Early on in his career, alto saxophonist Ornette Coleman, recorded an album entitled, The Shape of Jazz To Come. It might have seemed like an expression of youthful arrogance - Coleman was 29 at the time - but actually, the title was prophetic. Coleman is the creator of a concept of music called "harmolodic," a musical form which is equally applicable as a life philosophy. The richness of harmolodics derives from the unique interaction between the players. Breaking out of the prison bars of rigid meters and conventional harmonic or structural expectations, harmolodic musicians improvise equally together in what Coleman calls compositional improvisation, while always keeping deeply in tune with the flow, direction and needs of their fellow players. In this process, harmony becomes melody becomes harmony. Ornette describes it as "Removing the caste system from sound." On a broader level, harmolodics equates with the freedom to be as you please, as long as you listen to others and work with them to develop your own individual harmony.
For his essential vision and innovation, Coleman has been rewarded by many accolades, including the MacArthur "Genius" Award, and an induction into the American Academy of Arts and Letter. an honorary doctorate degree from the University of Pennsylvania, the American Music Center Letter of Distinction, and the New York State Governor Arts Award.
But the path to his present universal acclaim has not always been smooth.
Born in a largely segregated Fort Worth, Texas on March 9, 1930, Coleman's father died when he was seven. His seamstress mother worked hard to buy Coleman his first saxophone when he was 14 years old. Teaching himself sight-reading from a how-to piano book, Coleman absorbed the instrument and began playing with local rhythm and blues bands.
In his search for a sound that expressed reality as he perceived it, Coleman knew he was not alone. The competitive cutting sessions that denoted 'bebop' were all about self-expression in the highest form. "I could play and sound like Charlie Parker note-for-note, but I was only playing it from method. So I tried to figure out where to go from there," Coleman said.

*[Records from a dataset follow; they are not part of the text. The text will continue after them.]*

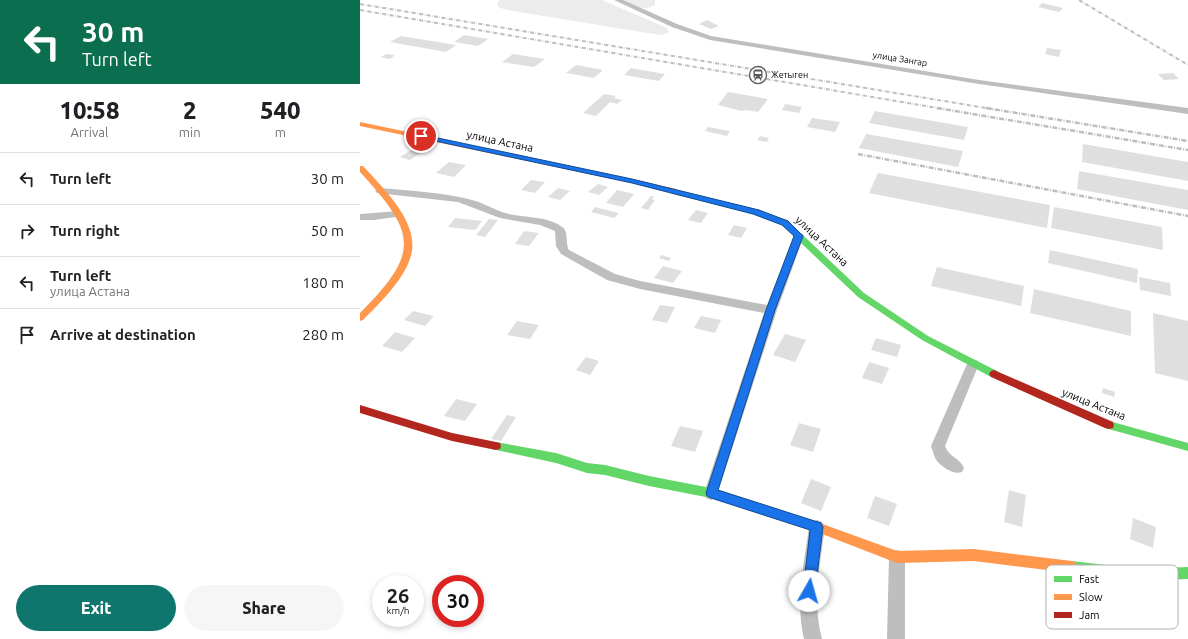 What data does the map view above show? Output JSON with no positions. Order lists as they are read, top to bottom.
{
  "streets": {
    "street": ["улица Зангар", "улица Астана"]
  },
  "places": {
    "station": ["Жетыген"]
  },
  "legend": ["Fast", "Slow", "Jam"],
  "page": {
    "turn": ["30 m", "Turn left"],
    "eta": [
      "10:58",
      "Arrival",
      "2",
      "min",
      "540",
      "m"
    ],
    "list": [
      {
        "name": "Turn left",
        "value": "30 m"
      },
      {
        "name": "Turn right",
        "value": "50 m"
      },
      {
        "name": "Turn left",
        "note": "улица Астана",
        "value": "180 m"
      },
      {
        "name": "Arrive at destination",
        "value": "280 m"
      }
    ],
    "speed": "26 km/h",
    "limit": "30",
    "buttons": ["Exit", "Share"]
  }
} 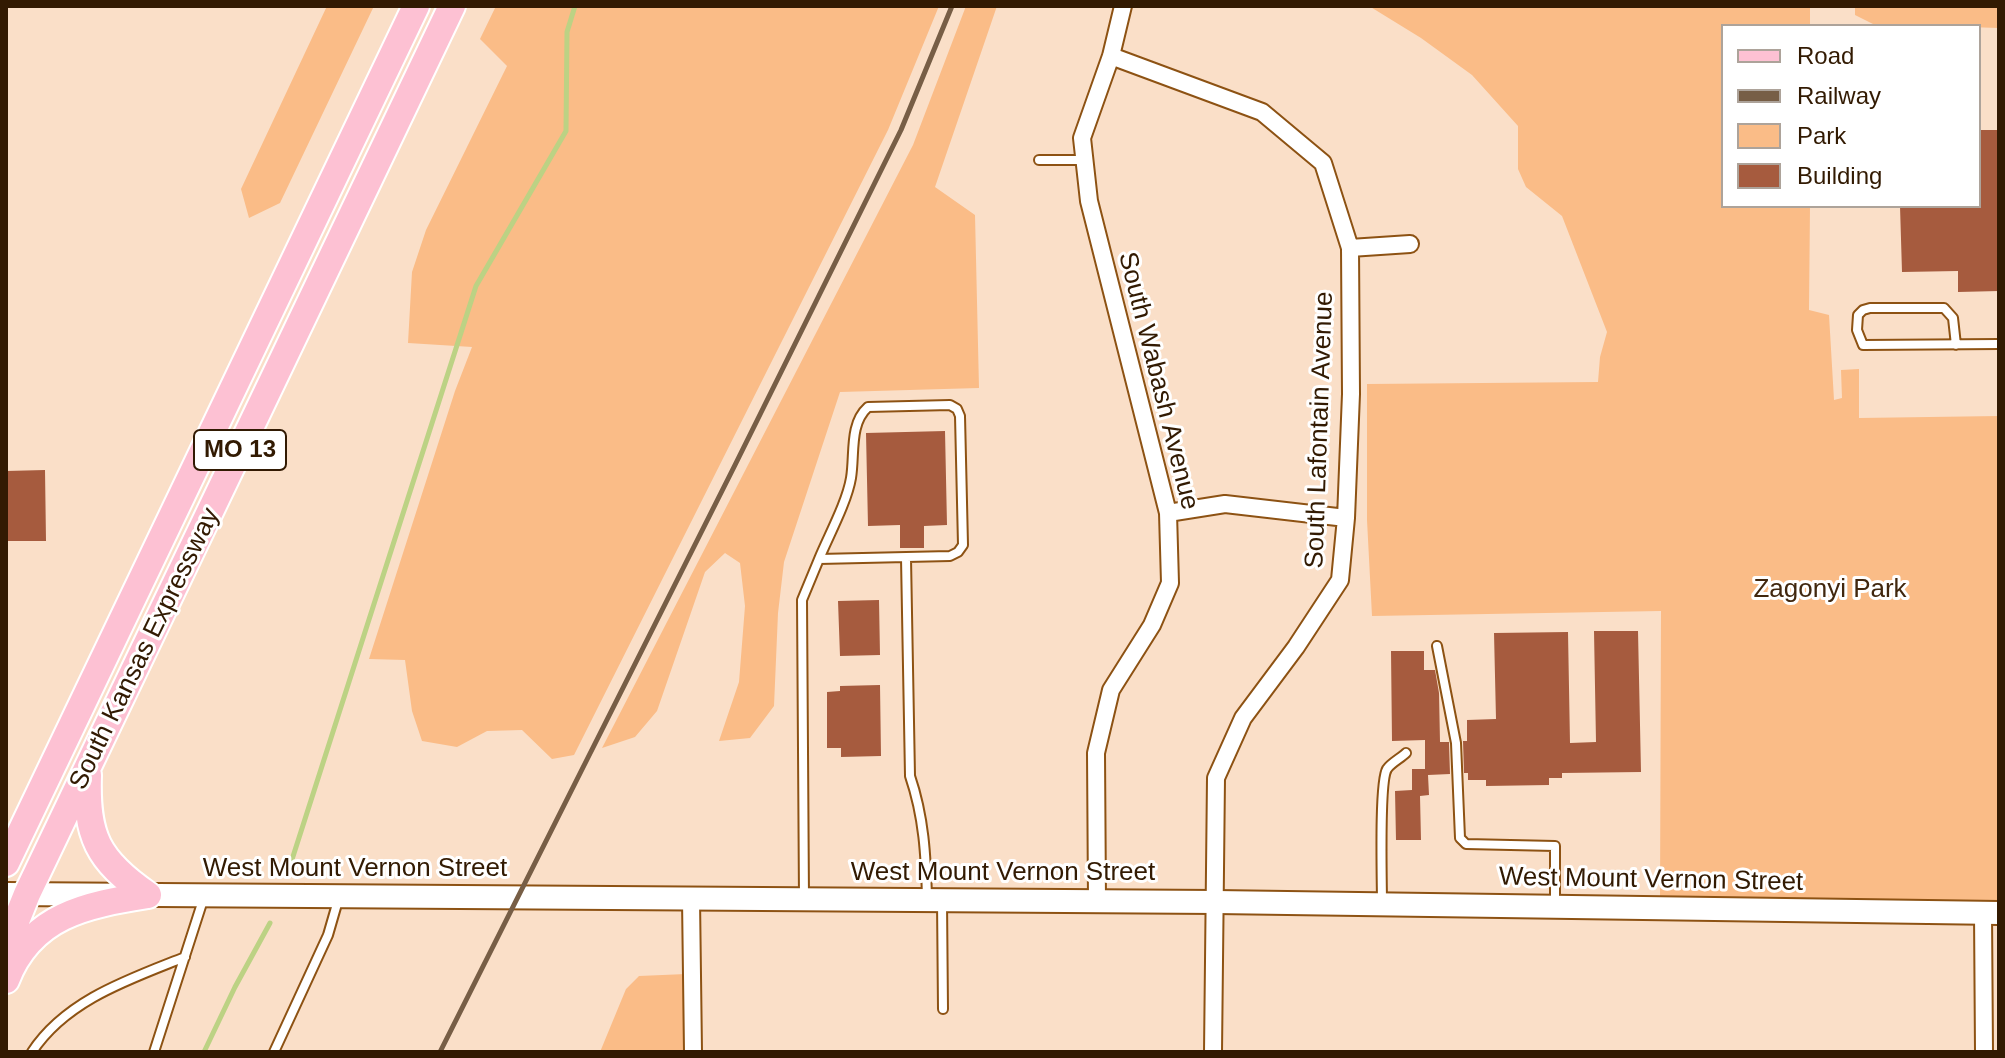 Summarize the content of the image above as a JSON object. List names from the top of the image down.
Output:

Los Angeles proved to be the laboratory for what came to be called free jazz. There began to gather around Ornette a core of players who would figure largely in his life: a lanky teenage trumpeter, Don Cherry and a cherubic double bass player with a pensive, muscular style named Charlie Haden, drummers Ed Blackwell and Billy Higgins also joined the intense exploratory rehearsals in which Coleman was honing his vocabulary on a plastic sax, despite the lack of live gigs.